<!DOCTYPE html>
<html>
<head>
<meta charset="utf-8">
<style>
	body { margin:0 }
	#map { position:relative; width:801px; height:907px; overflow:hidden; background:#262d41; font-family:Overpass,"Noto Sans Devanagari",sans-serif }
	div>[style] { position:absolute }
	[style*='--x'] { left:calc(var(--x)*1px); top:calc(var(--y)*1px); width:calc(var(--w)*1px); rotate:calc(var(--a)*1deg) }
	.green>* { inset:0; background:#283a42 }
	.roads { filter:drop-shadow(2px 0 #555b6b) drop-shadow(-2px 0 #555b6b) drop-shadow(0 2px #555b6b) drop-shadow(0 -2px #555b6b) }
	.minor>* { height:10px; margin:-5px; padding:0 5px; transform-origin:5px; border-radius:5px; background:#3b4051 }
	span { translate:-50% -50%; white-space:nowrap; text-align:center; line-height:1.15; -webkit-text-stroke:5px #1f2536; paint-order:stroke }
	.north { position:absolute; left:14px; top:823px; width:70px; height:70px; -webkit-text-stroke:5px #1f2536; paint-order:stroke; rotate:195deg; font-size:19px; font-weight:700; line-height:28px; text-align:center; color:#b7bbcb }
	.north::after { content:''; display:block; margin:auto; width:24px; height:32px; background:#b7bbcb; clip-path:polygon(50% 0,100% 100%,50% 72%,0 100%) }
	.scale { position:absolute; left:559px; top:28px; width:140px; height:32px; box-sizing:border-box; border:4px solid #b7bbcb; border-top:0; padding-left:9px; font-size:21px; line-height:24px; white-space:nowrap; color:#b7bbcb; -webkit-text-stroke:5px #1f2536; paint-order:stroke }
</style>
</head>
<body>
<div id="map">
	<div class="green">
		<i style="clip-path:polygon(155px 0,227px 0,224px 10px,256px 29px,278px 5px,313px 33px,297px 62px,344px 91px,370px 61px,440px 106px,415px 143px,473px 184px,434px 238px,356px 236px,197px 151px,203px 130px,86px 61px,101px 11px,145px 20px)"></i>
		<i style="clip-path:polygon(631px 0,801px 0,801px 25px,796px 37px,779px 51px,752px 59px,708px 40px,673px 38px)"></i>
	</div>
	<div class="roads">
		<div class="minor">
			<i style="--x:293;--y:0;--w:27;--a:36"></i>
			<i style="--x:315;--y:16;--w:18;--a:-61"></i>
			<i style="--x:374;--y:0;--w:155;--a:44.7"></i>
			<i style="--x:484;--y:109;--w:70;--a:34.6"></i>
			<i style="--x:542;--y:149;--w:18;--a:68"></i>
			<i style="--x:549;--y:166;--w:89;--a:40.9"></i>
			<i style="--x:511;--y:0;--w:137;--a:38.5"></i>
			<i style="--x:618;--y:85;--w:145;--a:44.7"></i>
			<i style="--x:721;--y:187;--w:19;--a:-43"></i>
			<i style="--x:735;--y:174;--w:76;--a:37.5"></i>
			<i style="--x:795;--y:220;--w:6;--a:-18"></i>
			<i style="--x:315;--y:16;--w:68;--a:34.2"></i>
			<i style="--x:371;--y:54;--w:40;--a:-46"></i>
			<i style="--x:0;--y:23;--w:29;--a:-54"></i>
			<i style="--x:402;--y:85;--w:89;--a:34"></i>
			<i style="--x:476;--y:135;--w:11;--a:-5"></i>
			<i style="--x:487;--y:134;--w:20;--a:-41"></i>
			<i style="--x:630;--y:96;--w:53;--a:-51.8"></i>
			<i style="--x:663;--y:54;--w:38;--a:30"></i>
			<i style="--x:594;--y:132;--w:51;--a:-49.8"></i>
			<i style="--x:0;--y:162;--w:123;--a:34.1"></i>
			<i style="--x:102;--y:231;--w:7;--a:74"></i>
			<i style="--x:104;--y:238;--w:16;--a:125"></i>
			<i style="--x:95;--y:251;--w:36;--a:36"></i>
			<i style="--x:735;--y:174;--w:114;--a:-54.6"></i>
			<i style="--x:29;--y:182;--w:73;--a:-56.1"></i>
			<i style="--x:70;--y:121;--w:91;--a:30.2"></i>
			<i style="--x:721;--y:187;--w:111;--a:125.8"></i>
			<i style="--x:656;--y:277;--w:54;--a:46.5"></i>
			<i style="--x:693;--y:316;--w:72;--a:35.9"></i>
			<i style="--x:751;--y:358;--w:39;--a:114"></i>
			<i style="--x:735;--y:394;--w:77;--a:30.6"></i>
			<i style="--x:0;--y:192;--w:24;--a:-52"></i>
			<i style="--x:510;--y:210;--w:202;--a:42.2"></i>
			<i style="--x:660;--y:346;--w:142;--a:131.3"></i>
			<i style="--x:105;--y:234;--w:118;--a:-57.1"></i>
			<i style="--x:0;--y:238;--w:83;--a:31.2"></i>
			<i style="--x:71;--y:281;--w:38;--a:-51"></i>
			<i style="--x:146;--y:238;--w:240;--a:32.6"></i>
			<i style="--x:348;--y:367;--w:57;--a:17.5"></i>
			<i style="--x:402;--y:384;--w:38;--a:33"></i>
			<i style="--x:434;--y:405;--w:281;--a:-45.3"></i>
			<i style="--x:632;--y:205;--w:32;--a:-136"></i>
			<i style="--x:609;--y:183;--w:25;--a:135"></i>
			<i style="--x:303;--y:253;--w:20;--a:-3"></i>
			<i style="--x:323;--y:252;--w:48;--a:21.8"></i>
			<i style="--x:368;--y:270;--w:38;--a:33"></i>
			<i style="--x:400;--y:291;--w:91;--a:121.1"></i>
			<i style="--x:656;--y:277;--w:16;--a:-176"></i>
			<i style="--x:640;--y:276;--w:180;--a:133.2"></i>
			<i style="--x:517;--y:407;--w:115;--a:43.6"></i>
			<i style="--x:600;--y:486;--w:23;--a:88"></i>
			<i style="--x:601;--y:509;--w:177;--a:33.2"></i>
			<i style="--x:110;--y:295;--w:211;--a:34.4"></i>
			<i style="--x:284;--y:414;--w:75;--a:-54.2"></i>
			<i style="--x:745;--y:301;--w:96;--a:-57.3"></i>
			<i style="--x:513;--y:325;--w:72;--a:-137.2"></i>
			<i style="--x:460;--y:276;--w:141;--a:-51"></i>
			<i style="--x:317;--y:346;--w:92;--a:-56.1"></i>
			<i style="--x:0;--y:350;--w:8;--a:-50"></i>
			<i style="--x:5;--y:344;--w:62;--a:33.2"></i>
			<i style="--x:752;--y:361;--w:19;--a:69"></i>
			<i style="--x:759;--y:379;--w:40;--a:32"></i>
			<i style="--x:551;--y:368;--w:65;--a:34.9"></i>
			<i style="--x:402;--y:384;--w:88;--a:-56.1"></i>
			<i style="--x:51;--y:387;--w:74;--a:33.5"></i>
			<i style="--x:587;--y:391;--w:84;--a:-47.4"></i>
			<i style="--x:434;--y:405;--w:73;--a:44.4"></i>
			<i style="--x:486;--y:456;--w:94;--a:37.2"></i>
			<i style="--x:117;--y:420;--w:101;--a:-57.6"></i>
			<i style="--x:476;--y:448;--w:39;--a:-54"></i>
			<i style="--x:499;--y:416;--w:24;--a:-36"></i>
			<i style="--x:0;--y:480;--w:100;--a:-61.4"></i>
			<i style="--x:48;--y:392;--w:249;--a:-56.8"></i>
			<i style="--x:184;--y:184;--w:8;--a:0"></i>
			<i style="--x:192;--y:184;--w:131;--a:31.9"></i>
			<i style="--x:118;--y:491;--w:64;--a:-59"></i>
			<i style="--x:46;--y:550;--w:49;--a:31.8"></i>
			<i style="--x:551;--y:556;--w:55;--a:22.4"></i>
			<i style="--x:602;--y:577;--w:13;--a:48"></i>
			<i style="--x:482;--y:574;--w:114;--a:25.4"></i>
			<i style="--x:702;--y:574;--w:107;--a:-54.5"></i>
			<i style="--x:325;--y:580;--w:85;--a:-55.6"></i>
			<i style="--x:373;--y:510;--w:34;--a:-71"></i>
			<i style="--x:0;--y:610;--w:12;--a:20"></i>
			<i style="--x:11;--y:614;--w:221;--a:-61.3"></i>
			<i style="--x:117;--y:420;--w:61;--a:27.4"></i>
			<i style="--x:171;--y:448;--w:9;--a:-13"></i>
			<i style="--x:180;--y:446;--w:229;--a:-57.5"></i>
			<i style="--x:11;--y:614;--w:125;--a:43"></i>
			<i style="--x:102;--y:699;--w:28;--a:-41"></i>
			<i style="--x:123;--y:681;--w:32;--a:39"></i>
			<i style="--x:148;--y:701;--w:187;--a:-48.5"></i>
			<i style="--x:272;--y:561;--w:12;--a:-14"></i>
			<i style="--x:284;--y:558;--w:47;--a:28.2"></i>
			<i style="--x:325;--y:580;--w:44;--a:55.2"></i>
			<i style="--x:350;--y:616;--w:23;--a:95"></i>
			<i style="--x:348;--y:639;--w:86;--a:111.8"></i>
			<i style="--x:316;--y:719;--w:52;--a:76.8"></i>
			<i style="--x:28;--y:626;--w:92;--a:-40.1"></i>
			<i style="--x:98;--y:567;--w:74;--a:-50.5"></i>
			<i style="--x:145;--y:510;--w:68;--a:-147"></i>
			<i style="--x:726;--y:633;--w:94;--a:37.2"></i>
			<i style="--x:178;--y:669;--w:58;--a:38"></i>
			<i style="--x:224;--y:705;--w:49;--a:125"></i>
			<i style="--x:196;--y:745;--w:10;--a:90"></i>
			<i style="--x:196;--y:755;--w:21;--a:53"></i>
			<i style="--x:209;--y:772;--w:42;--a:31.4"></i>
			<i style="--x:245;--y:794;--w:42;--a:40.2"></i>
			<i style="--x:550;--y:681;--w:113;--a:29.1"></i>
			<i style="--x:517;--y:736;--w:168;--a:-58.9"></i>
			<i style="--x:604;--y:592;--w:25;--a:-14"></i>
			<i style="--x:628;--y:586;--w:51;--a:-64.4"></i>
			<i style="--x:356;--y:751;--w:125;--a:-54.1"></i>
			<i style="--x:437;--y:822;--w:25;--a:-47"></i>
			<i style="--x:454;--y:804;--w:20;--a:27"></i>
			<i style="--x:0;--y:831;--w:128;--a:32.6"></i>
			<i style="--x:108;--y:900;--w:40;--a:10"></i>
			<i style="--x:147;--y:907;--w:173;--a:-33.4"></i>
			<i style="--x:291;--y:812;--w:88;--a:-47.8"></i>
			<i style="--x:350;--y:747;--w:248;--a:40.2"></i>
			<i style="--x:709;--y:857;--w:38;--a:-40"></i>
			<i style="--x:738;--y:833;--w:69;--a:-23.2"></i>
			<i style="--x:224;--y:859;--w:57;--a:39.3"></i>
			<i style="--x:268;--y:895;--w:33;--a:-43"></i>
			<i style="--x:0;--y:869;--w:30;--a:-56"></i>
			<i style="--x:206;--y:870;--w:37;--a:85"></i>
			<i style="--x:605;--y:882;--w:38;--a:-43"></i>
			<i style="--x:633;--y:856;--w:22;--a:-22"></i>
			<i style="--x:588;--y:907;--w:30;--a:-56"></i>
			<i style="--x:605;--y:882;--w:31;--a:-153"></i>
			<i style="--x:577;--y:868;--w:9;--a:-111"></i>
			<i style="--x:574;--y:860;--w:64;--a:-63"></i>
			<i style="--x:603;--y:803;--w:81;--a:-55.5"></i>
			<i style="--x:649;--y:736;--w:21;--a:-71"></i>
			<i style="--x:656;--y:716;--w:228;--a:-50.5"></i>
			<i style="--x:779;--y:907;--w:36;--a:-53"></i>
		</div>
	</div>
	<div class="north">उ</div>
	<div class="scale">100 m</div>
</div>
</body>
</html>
=======
### Problem requirements
Report every line of the data above that contains the string "rotate" by copying it in full.

### Solution to this problem
	[style*='--x'] { left:calc(var(--x)*1px); top:calc(var(--y)*1px); width:calc(var(--w)*1px); rotate:calc(var(--a)*1deg) }
	.north { position:absolute; left:14px; top:823px; width:70px; height:70px; -webkit-text-stroke:5px #1f2536; paint-order:stroke; rotate:195deg; font-size:19px; font-weight:700; line-height:28px; text-align:center; color:#b7bbcb }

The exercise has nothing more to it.